Items from a dataset
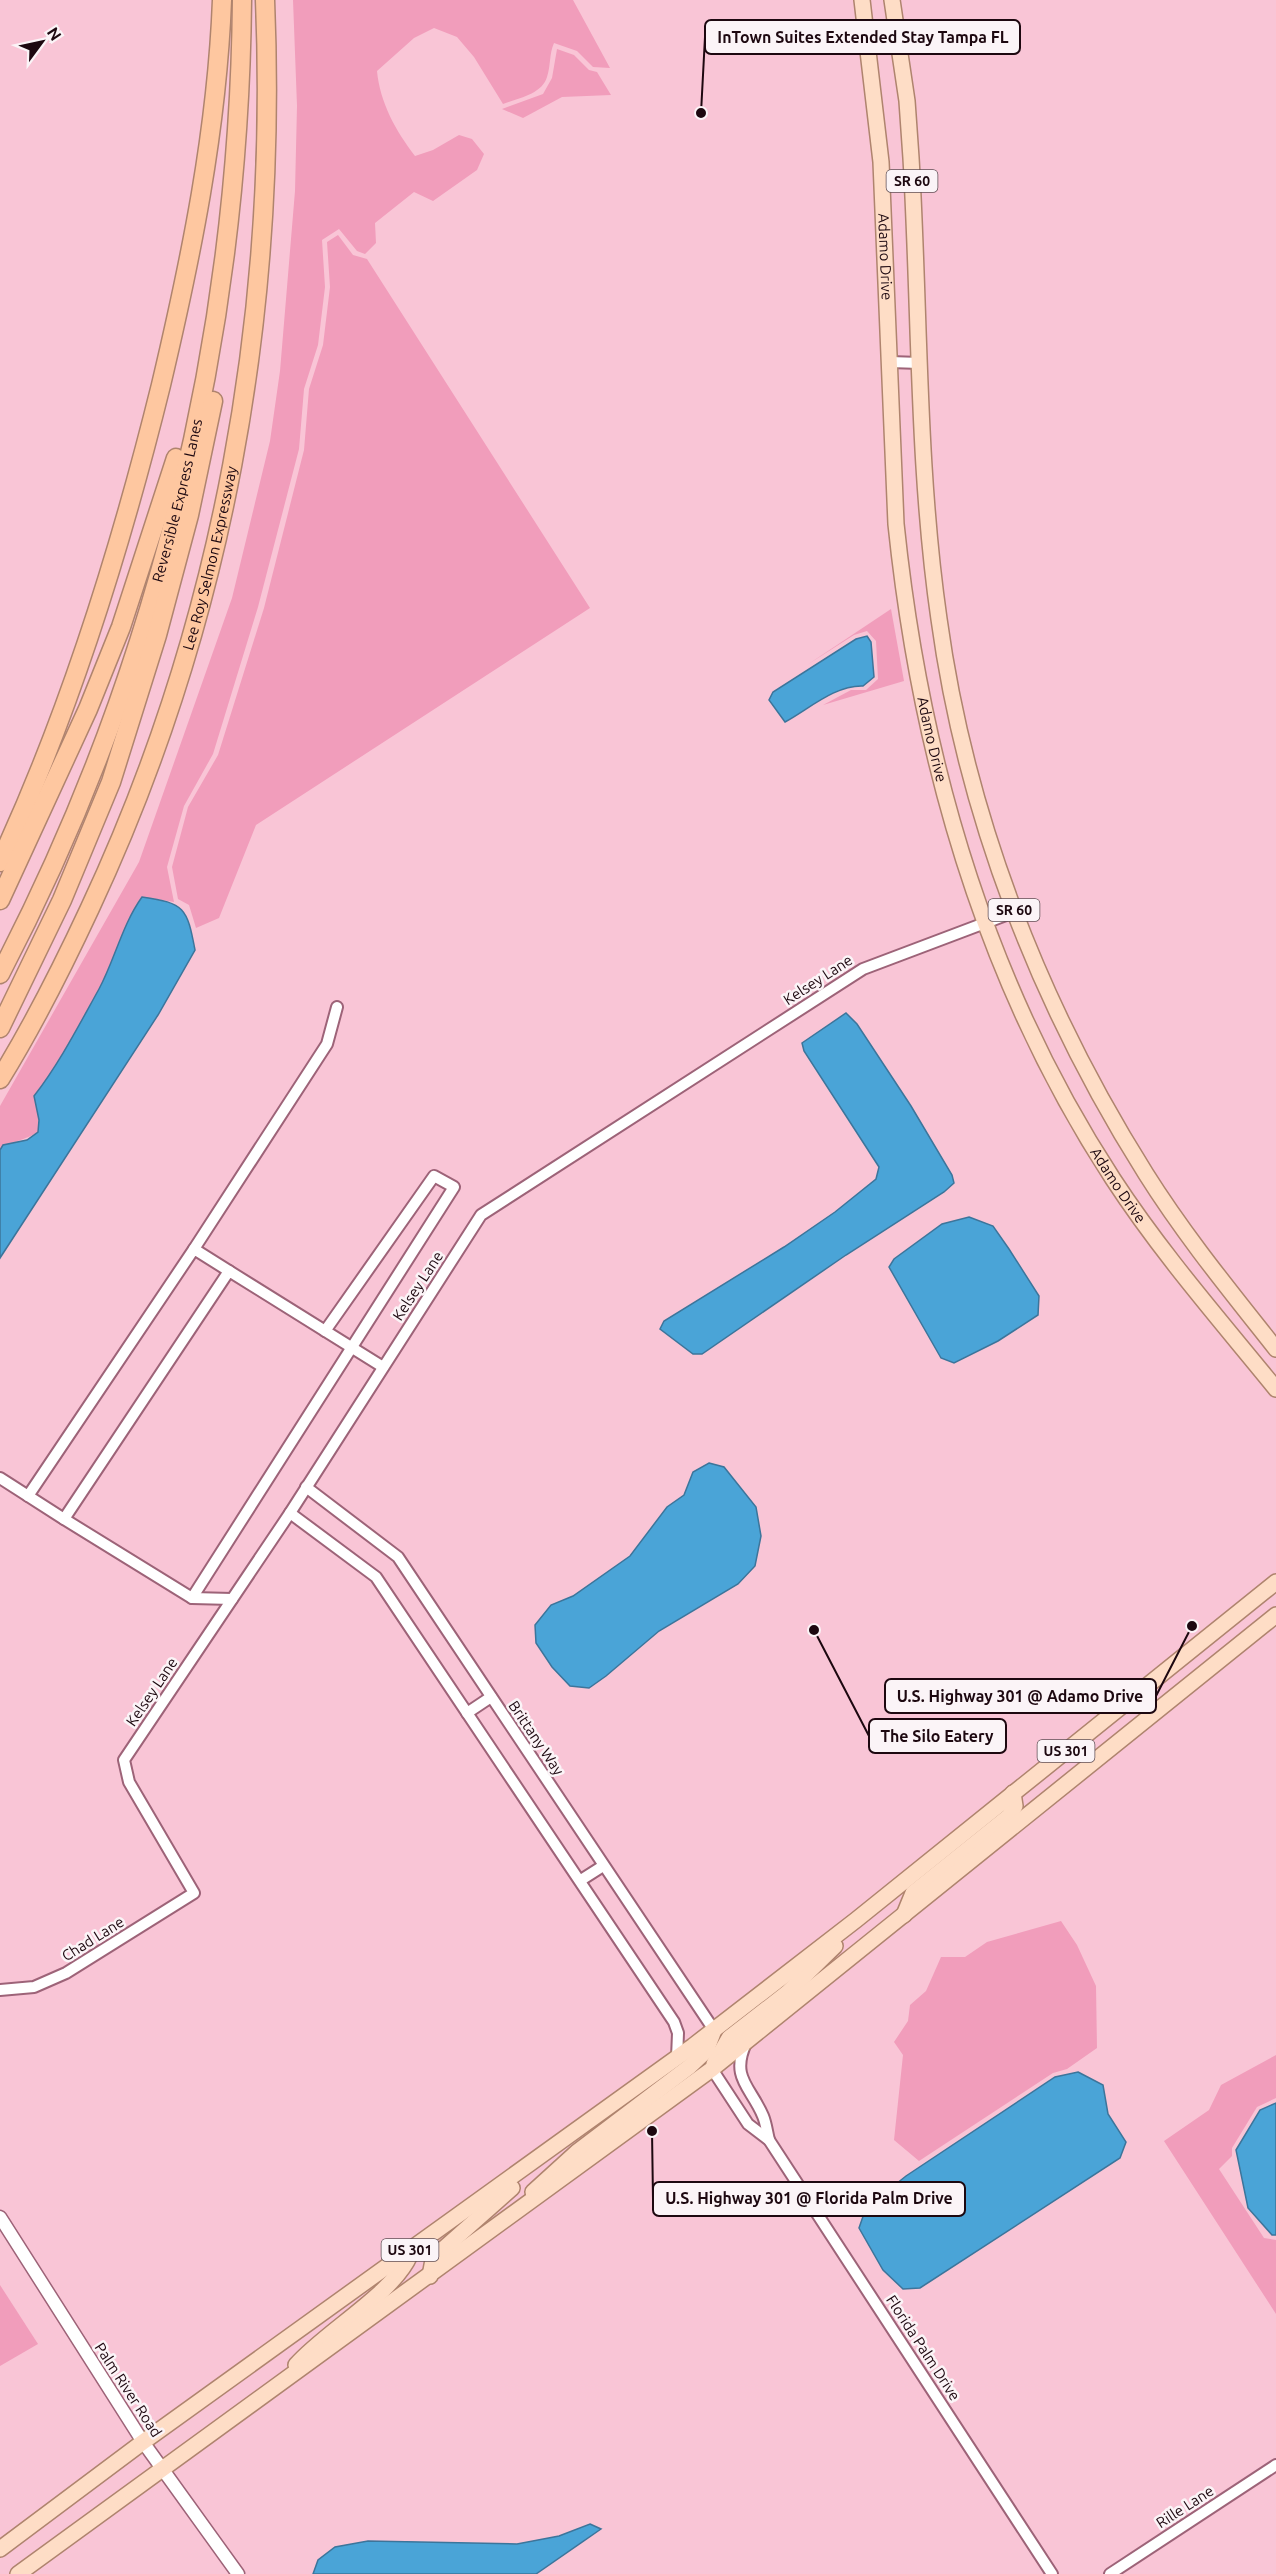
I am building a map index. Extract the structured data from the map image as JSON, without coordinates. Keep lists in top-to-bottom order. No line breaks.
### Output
{"streets":{"highway":["Reversible Express Lanes","Lee Roy Selmon Expressway"],"main road":["SR 60","Adamo Drive","US 301"],"street":["Kelsey Lane","Brittany Way","Chad Lane","Florida Palm Drive","Palm River Road","Rille Lane"]},"crossings":[["Adamo Drive","Kelsey Lane"],["Kelsey Lane","Brittany Way"],["Kelsey Lane","Chad Lane"],["Brittany Way","US 301"],["US 301","Florida Palm Drive"],["US 301","Palm River Road"]],"places":["InTown Suites Extended Stay Tampa FL","U.S. Highway 301 @ Adamo Drive","The Silo Eatery","U.S. Highway 301 @ Florida Palm Drive"],"north":"top right"}
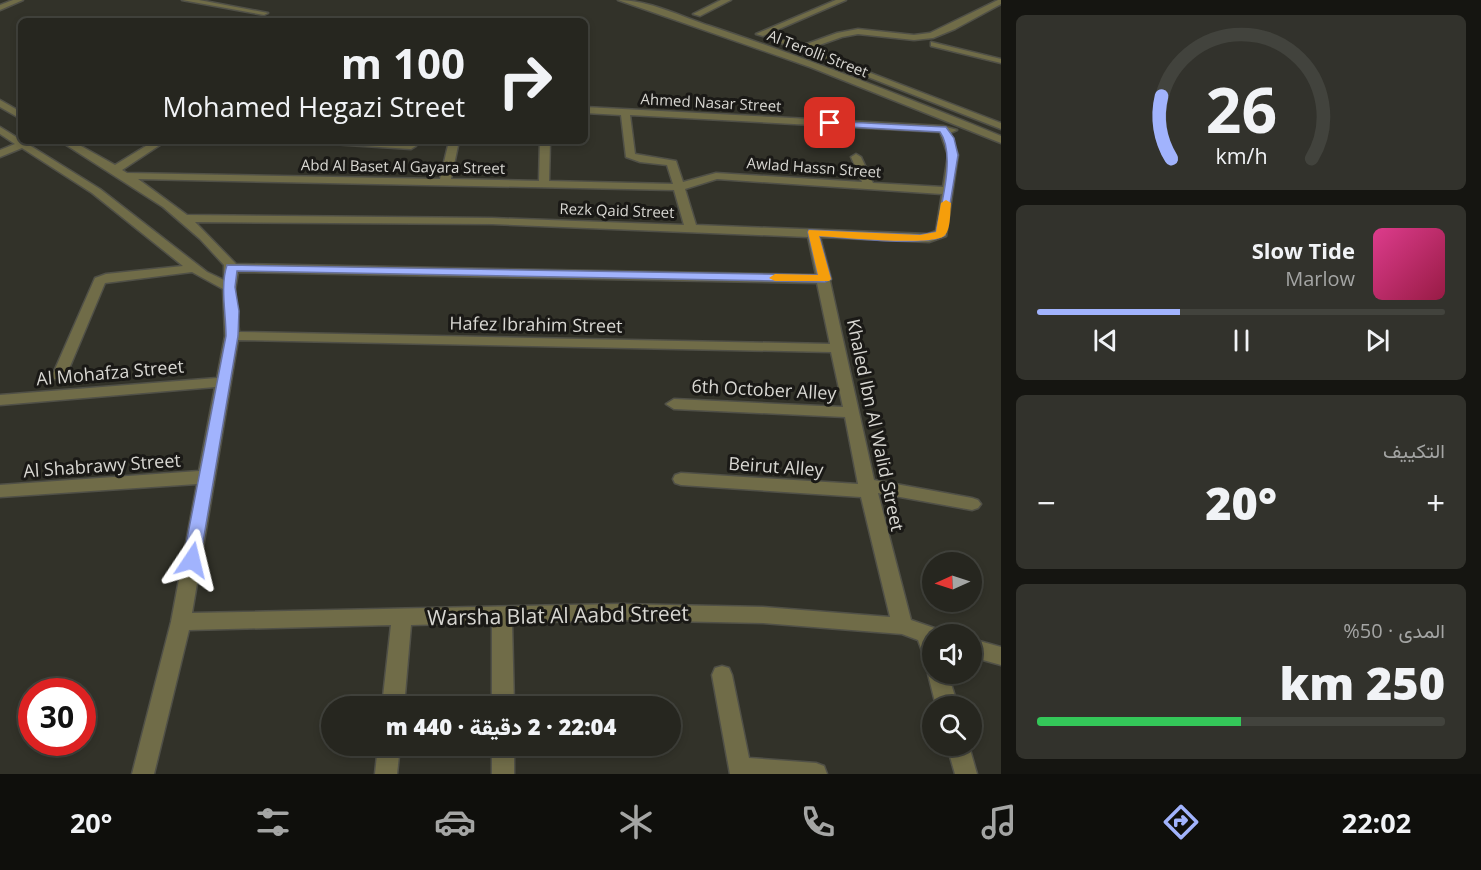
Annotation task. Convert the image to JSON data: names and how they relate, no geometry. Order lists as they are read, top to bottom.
{
  "streets": {
    "street": [
      "Al Terolli Street",
      "Ahmed Nasar Street",
      "Abd Al Baset Al Gayara Street",
      "Awlad Hassn Street",
      "Rezk Qaid Street",
      "Hafez Ibrahim Street",
      "Al Mohafza Street",
      "6th October Alley",
      "Khaled Ibn Al Walid Street",
      "Al Shabrawy Street",
      "Beirut Alley",
      "Warsha Blat Al Aabd Street"
    ]
  },
  "crossings": [
    ["Al Terolli Street", "Ahmed Nasar Street"],
    ["Ahmed Nasar Street", "Rezk Qaid Street"],
    ["Abd Al Baset Al Gayara Street", "Awlad Hassn Street"],
    ["Awlad Hassn Street", "Rezk Qaid Street"],
    ["Rezk Qaid Street", "Khaled Ibn Al Walid Street"],
    ["Hafez Ibrahim Street", "Khaled Ibn Al Walid Street"],
    ["6th October Alley", "Khaled Ibn Al Walid Street"],
    ["Khaled Ibn Al Walid Street", "Beirut Alley"],
    ["Khaled Ibn Al Walid Street", "Warsha Blat Al Aabd Street"]
  ],
  "north": "left",
  "page": {
    "turn": ["100 m", "Mohamed Hegazi Street"],
    "song": ["Slow Tide", "Marlow"],
    "tile": [
      "التكييف",
      ["المدى · 50%", "250 km"]
    ],
    "heat": ["−", "20°", "+"],
    "limit": "30",
    "trip": "22:04 · 2 دقيقة · 440 m",
    "tabs": ["22:02", "20°"],
    "gauge": ["26", "km/h"]
  }
}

Description of the task - The result is a copy of every line above where the word "Warsha" shows up.

Response -
      "Warsha Blat Al Aabd Street"
    ["Khaled Ibn Al Walid Street", "Warsha Blat Al Aabd Street"]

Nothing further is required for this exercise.